# shunt trip, fire surppression, commercial resturant



## nap

if all the appliances are on the same panel, shunt trip breaker the main of that panel.
if not, then indivicual shunt trip breakers for each concerned appliance using a common circuit for all of them.


----------



## micromind

I've done this two different ways, depending on how many circuits need to be tripped out. In either case, the fire supression system has a normally open contact that closes when it is tripped. This in turn, sends voltage (usually 120AC) the the breakers that need to be tripped. 

If there are lots of circuits to be de-energized, a dedicated panel is installed containing a main breaker with a shunt trip coil. Sometimes it's a main lug panel, and the breaker that feeds it has the shunt trip coil. 

If its just a few circuits, single pole, 2 pole, and 3 pole breakers are available with shunt trip coils built into them. You need to plan ahead a bit here, because the shunt trip coil takes an additional space. For example, a single pole shunt trip breaker takes 2 spaces, and so on. 

Rob


----------



## Podagrower

You will need a series of relays for the hood fans. We usually use a system from captiveaire that has the relays to turn off the supply fan and underhood lights and turn on the exhaust fan in case of fire.
Also, make sure the hood control system is not fed from one of the shunt tripped breakers (or out of the shunt tripped panel). 
I hate seeing those shunt trips daisy chained together in a panel, but sometimes it is the only way.


----------



## randomkiller

Most often this is done with a purchased panel of relays that will kill the MUA units and also shut off the gas to the hotline. Don't you have a set of specs from the architect or engineer. This isn't something usually left up to the EC.


----------



## tripbraker

i appreciate all your replys - i have learned a thing or two - this will be the last thing i do on the job cause it will be an EXTRA - im leaning towards sub panel fed by shunt from the main then pass the micro switch through the shunt leaving the exhaust free from the sub and shunt , this seems the quickest and easiest way at this point , i have asked for specs and or a diagram for this correct me if im wrong ansel system but all i got was a small drawing of the micro switch


----------



## randomkiller

You could go right to the source, Ansul https://www.ansul.com/en/support/support.asp


----------



## te12co2w

Very timely. I am also getting involved in a similar situation, but maybe not as many things to shut down. I've not seen the plans for this yet but the owner insists that they do exist. The problem is that they want the bathroom and eating areas done now, but the kitchen specs are not going to get here before they finish the other areas. We've roughed in for kitchen lights and counter-top receptacles, proofer, and cooler but had to bag the rest because of lack of specs. So we told the owner that the rest will have to be surface mount because we don't know where anything else goes. It sounds like he is going to try to get one of those Ansul systems that has a cable in it to shut down the gas valve, and a microswitch for a relay for everything else. I've been around that cable system before but I thought maybe that was a thing of the past. Maybe not, though. Never used shunt trip breakers before so maybe I am still learning. Looking forward to it. Around here it is not too uncommon for people to want the man on the job to just handle things and not get too many other people involved. The inspector tells me that there will be a set of drawings or they will not approve the kitchen for opening.


----------



## JohnJ0906

I was partly involved with a restaurant we just completed, and the kitchen hood is a separate permit, with stamped, approved drawings. Inspections by fire marshal, EI and plumbing inspector.
Shunt trip for all electrical under hood, including lights.
Gas valves to shut off when hood is turned off.
Mechanical gas valves shut off when suppression system activated. (Nothing for the electrician)
Exhaust fan to stay on when system activated, MUA (make up air) to shut down. (Pre wired control box for this, and hood lighting)
Duct dampers for MUA (at exterior supply) to shut off when either the fan is turned off or system activated.
Fire alarm to be activated when system activated.

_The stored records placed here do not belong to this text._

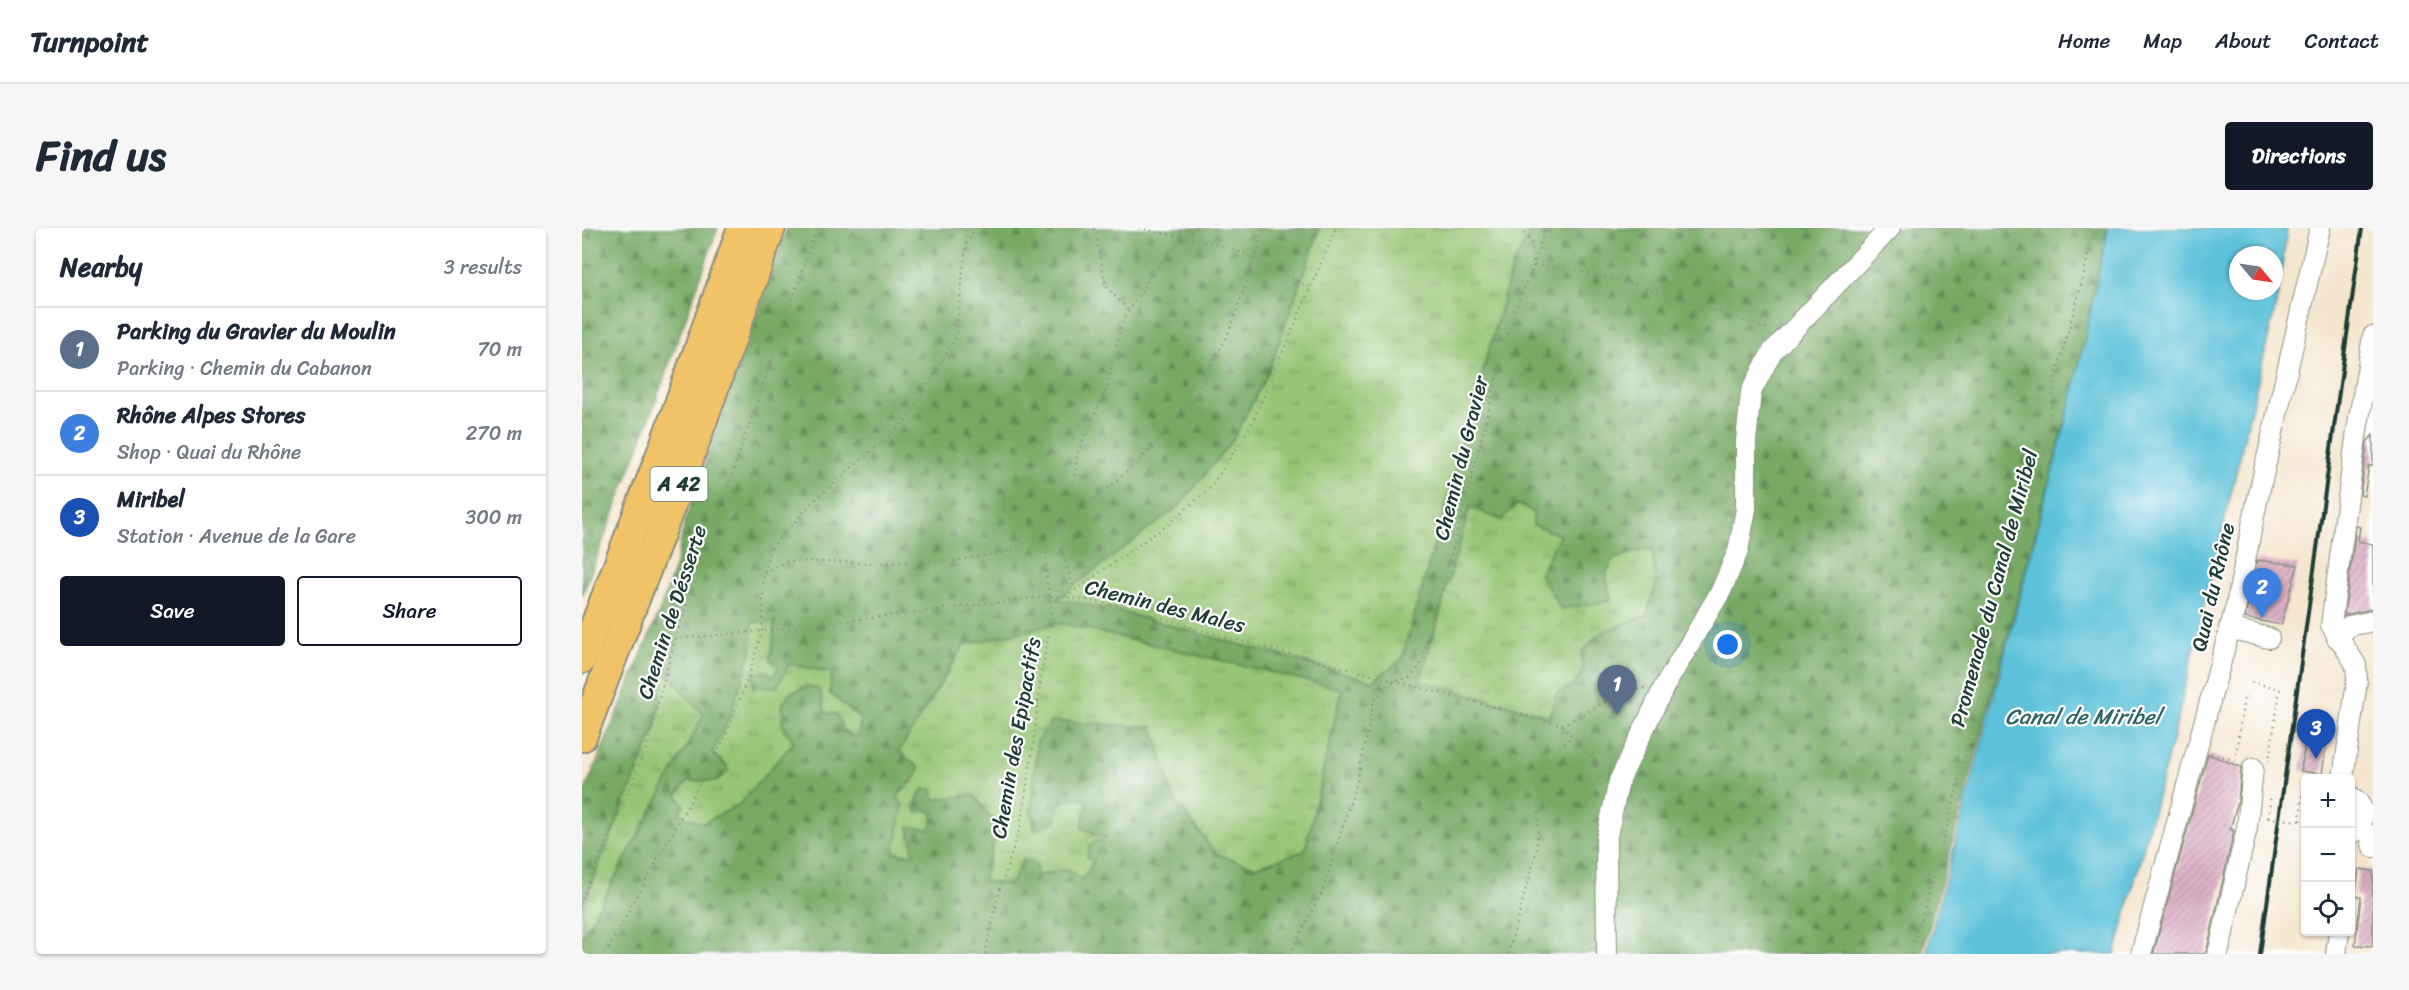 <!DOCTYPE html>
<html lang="en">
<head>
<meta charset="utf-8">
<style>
  :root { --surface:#fff; --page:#f6f6f7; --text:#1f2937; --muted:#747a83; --line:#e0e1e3; --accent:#111827 }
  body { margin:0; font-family:Sriracha,sans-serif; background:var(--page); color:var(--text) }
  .controls { position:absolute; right:18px; bottom:18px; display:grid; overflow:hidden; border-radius:6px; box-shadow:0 2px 4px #0004 }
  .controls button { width:54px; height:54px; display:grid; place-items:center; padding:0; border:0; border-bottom:2px solid var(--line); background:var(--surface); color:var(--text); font:30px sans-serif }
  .compass { position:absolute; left:1647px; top:18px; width:54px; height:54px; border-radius:50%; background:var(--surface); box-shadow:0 2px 4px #0004; rotate:119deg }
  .you { position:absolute; left:1146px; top:417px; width:21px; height:21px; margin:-15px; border:4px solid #fff; border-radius:50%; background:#1a73e8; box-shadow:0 0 0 9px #1a73e833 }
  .badge { display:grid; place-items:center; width:39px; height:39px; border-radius:50%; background:var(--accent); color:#fff; font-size:20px; font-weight:700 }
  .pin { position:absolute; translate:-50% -50px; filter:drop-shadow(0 2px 3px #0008) }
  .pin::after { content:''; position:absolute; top:32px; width:21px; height:18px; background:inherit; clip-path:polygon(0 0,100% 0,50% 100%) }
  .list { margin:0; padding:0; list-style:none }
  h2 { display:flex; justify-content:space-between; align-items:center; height:78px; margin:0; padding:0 24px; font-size:26px }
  h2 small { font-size:20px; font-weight:400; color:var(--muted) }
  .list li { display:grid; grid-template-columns:39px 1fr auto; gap:18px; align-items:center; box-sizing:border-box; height:84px; padding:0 24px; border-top:2px solid var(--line) }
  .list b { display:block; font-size:22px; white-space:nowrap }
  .list p { margin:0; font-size:20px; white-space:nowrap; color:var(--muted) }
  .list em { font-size:20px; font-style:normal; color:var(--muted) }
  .actions { display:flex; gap:12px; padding:18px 24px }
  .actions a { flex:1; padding:14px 0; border:2px solid var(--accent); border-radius:6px; text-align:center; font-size:21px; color:var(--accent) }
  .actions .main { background:var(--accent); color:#fff }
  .icon { flex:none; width:33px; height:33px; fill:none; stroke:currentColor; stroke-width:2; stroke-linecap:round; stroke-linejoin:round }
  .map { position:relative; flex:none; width:1791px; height:726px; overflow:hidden; border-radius:6px }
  header { display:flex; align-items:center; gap:36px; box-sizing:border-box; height:84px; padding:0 30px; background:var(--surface); border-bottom:2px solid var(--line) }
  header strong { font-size:28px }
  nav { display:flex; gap:33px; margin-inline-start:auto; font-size:21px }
  .intro { display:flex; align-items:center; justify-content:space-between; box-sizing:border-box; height:144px; padding:0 36px }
  h1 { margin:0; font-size:42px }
  .button { padding:15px 27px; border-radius:6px; background:var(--accent); color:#fff; font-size:21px; font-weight:700 }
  main { display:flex; gap:36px; padding:0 36px }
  aside { flex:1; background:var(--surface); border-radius:6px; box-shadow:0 2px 4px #0004 }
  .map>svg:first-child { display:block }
  .grass { fill:url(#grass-tufts); stroke:#5a8154; stroke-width:1.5 }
  .forest { fill:url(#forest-firs); stroke:#4c744d; stroke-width:1.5; fill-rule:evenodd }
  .water { fill:#5bc1d9; stroke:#3d7f86; stroke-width:1.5; fill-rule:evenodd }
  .building { fill:url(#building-hatch) }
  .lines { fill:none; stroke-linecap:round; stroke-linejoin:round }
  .minor-casing { stroke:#8a9181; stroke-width:22 }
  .highway-casing { stroke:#8a9181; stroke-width:32 }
  .path { stroke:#8a9181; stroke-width:2; stroke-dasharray:1.5 4.5; stroke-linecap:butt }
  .minor { stroke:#fff; stroke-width:20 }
  .highway { stroke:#f1c369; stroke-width:28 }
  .rail { stroke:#1f3d34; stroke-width:4 }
  .path-bridge { stroke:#8a9181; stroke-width:2; stroke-dasharray:1.5 4.5; stroke-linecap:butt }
  .labels { text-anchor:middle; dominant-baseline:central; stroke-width:4.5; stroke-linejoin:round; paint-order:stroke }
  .shield { fill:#fff; stroke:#627771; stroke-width:1.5 }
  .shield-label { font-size:20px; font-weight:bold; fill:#1f3d34 }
  .street-label { font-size:21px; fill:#1f3d34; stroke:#fff }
  .water-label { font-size:22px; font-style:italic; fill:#316566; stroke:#fff }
</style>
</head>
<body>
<header>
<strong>Turnpoint</strong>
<nav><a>Home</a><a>Map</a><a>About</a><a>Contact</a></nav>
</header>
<div class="intro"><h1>Find us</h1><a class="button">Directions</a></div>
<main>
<aside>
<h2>Nearby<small>3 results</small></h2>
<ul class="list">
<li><span class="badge" style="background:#5c6f8a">1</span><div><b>Parking du Gravier du Moulin</b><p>Parking · Chemin du Cabanon</p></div><em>70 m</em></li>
<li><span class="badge" style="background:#3f7fe0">2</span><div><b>Rhône Alpes Stores</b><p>Shop · Quai du Rhône</p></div><em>270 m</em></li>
<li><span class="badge" style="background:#1a4fb4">3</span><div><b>Miribel</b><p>Station · Avenue de la Gare</p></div><em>300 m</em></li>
</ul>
<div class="actions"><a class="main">Save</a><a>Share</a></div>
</aside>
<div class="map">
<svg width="1791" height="726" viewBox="0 0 1791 726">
  <defs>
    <pattern id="grass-tufts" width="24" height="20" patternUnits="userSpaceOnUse" patternTransform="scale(1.5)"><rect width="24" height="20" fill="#96c574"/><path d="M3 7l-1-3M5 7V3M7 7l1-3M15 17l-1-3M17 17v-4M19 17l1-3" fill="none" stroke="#7aa160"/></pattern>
    <pattern id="forest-firs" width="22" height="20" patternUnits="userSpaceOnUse" patternTransform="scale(1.5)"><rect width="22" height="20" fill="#78aa66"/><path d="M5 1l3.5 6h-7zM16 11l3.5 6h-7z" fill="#628c55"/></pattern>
    <pattern id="building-hatch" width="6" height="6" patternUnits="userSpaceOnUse" patternTransform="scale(1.5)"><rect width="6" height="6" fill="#daaac2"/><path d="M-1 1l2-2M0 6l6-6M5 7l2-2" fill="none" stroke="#b08c9e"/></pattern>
  </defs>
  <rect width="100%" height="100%" fill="#fff"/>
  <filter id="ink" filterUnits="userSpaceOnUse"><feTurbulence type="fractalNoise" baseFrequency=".0167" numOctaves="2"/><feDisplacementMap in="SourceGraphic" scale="12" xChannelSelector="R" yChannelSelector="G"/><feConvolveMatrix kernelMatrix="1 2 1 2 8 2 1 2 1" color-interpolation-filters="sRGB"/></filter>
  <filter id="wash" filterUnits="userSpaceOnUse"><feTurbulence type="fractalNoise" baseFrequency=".008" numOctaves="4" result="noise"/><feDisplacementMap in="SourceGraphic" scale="24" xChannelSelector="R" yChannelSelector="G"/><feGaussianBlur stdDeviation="1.35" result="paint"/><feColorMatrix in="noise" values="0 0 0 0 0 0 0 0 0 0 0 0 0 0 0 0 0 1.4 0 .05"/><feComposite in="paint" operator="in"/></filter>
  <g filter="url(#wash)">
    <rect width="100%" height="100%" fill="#f5e5ce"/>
    <g class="grass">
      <polygon points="738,0 951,0 931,36 820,431 791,453 528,381 474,371 598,277 685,147"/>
      <polygon points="935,276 951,284 952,297 978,307 1024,346 1032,331 1070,318 1074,356 1065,387 1018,405 1000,425 1001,443 991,458 975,465 967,488 838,453 888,278"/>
      <path d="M193 393 189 431 197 439 192 448 195 459 207 436 250 444 248 466 279 491 276 510C252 499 241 488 238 462L227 458 208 465 200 497 212 514 157 577 121 595 108 591 97 585 95 567 106 553H134L145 538 130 525 147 490 169 424 170 394Z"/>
      <polygon points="478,395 760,461 723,623 673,639 634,626 591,569 571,499 477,574 496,569 505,573 525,610 513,634 499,652 486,641 455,648 428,657 401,653 411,616 419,603 392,567 353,571 344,582 352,585 349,601 332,627 311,625 321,578 316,569 322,560 333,552 317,523 382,417"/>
      <polygon points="82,441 122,487 0,710 0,679 75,496"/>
    </g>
    <g class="forest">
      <polygon points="0,0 136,0 63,203 0,368"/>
      <path d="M205 0H738L685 147 650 213 598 277 475 371 528 381 791 453 820 431 931 36 951 0H1526L1492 161 1340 726H0V710L122 487 82 442 75 495 0 679V570L78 382 94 336 103 294ZM936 276 951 284V297L978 307 957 346 979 381 1029 373 1024 346 1032 331 1070 319 1074 356 1065 387 1018 405 999 425 1001 443 991 458 975 465 967 488 838 453 888 279 919 292ZM193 393 189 432 196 439 192 448 182 443 172 446 171 459H195L207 436 249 444 248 466 279 491 276 509 262 504 255 486 243 485 238 462 227 458 208 465 200 478V497L212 514 157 577 121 595 108 591 97 585 102 577 95 567 106 553H134L146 544 145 539 130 525 147 490 169 424 170 394ZM478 395 760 461 723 623 673 639 634 626 591 569 571 499 469 493 455 513 449 582 453 602 474 593 477 574 496 569 505 573 500 600 524 610 508 616 505 629 512 634 499 652 486 641 455 648 454 634 441 632 428 657 401 653 411 616 419 603 392 567 353 571 350 561H341L332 578 335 585 344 582 352 585 349 601 327 599 332 627 312 625 321 578 316 569C324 558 332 553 337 540L317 523 382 417Z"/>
    </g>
    <path class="water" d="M1526 0H1705L1697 64 1591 509 1533 726H1344L1492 161ZM1656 27H1692V63H1656Z"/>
    <g id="blocks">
      <g class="building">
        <polygon points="1791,207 1791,238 1787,238 1782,268 1778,267 1785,214"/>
        <polygon points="1774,298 1778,299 1776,313 1791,316 1791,381 1762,387"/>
        <polygon points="1675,332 1716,337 1699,397 1663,390"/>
        <polygon points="1729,508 1743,510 1741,518 1744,519 1740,546 1719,543 1723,515 1728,516"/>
        <polygon points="1626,526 1659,539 1656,574 1648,601 1652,603 1625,722 1622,726 1571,726"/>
        <polygon points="1777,641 1791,643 1791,718 1773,717 1779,669 1773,668"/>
      </g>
    </g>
  </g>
  <g filter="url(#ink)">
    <use href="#blocks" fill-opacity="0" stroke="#8a9181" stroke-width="1.5"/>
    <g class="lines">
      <g class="minor-casing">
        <g id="minor">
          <polyline points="1647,400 1687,410"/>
          <polyline points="1755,410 1767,398 1791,393"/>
          <polyline points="1761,550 1775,453 1774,437 1749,397 1775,202 1791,108"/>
          <path d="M1768 568C1785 577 1785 597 1768 607"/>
          <polyline points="1788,607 1791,619"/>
          <polyline points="1025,726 1024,612 1037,553 1082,459 1139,363 1156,323 1164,281 1164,213 1169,164 1190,124 1308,0"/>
          <polyline points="1559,726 1654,378 1674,278 1738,0"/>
          <polyline points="1636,726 1665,600 1671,540"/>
          <polyline points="1754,726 1757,704"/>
        </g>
      </g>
      <g class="highway-casing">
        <g id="highway">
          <polyline points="0,431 82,218 160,0"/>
          <polyline points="0,509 108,228 189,0"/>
        </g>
      </g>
      <g class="path">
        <polyline points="512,0 524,58 547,83"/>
        <polyline points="557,0 642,18 672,30 728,60"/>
        <polyline points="939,0 950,16 951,34"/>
        <polyline points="384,16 394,0"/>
        <path d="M952 37C1033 45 1112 75 1189 102"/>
        <polyline points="477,298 482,330 493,362"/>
        <polyline points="182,344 206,333 291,335 372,333 424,324 493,288 556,234 609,175 646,106 667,49 682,0"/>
        <polyline points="483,369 588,295 628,260 669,198 754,0"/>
        <polyline points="93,411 180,403 468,368 483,369 535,377 647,410 980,497 1048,461 1064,460"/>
        <polyline points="815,452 827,450 838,439 863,352 932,83 952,37 963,0"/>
        <polyline points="1669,454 1698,461 1687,533"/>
        <polyline points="980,497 1011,530 1020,556"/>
        <polyline points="1629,525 1655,533"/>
        <polyline points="1653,532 1662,470 1666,468"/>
        <polyline points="1686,590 1689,566"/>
        <polyline points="1718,593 1720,567"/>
        <polyline points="0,671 64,520 93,411 235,0"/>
        <polyline points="23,726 142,512 167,447 180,403 182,344 188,321 233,272 324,193 374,109 384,16 383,0"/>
        <polyline points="403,726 417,664 438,599 451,521 459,446 470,391 464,345 465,321 488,279 496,223 525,160 539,96 573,41 604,8 616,0"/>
        <polyline points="708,726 741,662 776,550 792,472 812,453"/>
        <polyline points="926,726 955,621 957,560 975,521 991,508"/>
        <polyline points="1329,726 1367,592 1418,388 1466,216 1471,158 1500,54 1512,0"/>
      </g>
      <use href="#minor" class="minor"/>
      <use href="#highway" class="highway"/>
      <polyline class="rail" points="1678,726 1780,0"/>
      <polyline class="path-bridge" points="1686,590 1718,593"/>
    </g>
  </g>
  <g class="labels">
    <rect class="shield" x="68.5" y="239" width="57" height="34" rx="4.5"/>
    <g class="shield-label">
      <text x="97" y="256">A 42</text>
    </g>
    <g class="street-label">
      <text transform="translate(879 230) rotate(-76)">Chemin du Gravier</text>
      <text transform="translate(1631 359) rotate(-77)">Quai du Rhône</text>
      <text transform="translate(1412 360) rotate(-75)">Promenade du Canal de Miribel</text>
      <text transform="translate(583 378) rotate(14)">Chemin des Males</text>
      <text transform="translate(90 384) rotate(-72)">Chemin de Désserte</text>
      <text transform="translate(434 510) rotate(-80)">Chemin des Epipactifs</text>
    </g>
    <g class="water-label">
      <text x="1501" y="488">Canal de Miribel</text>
    </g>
  </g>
</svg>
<div class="controls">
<button>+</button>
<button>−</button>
<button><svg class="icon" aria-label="locate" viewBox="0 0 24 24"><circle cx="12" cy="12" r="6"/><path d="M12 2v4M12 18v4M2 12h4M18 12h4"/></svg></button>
</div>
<svg class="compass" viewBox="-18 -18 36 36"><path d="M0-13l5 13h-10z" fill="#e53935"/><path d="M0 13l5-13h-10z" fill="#747a83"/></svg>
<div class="you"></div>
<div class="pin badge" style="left:1035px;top:487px;background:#5c6f8a">1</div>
<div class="pin badge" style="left:1680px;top:390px;background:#3f7fe0">2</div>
<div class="pin badge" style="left:1734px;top:531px;background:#1a4fb4">3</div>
</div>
</main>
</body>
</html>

Ansul box has 4 micro switches. I used one to activate the fire alarm, one to connect to the MUA-exhaust/lighting controller, and one for the shunt trip.
As I recall, the duct dampers and electrical gas valves I connected to the controller.
*What *I had to do was spelled out very well. *How *was somewhat up to me.

DO NOT shunt trip the control circuit! :whistling2:


----------



## randomkiller

JohnJ0906 said:


> I was partly involved with a restaurant we just completed, and the kitchen hood is a separate permit, with stamped, approved drawings. Inspections by fire marshal, EI and plumbing inspector.
> Shunt trip for all electrical under hood, including lights.
> Gas valves to shut off when hood is turned off.
> Mechanical gas valves shut off when suppression system activated. (Nothing for the electrician)
> Exhaust fan to stay on when system activated, MUA (make up air) to shut down. (Pre wired control box for this, and hood lighting)
> Duct dampers for MUA (at exterior supply) to shut off when either the fan is turned off or system activated.
> Fire alarm to be activated when system activated.
> 
> Ansul box has 4 micro switches. I used one to activate the fire alarm, one to connect to the MUA-exhaust/lighting controller, and one for the shunt trip.
> As I recall, the duct dampers and electrical gas valves I connected to the controller.
> *What *I had to do was spelled out very well. *How *was somewhat up to me.
> 
> DO NOT shunt trip the control circuit! :whistling2:


That sounds like a more standard system with the mechanical redundancy for the gas line. We get more of the old Kidde style panels that I think are a Tyco subsidiary now, very easy to connect up.


----------



## JohnJ0906

randomkiller said:


> That sounds like a more standard system with the mechanical redundancy for the gas line. We get more of the old Kidde style panels that I think are a Tyco subsidiary now, very easy to connect up.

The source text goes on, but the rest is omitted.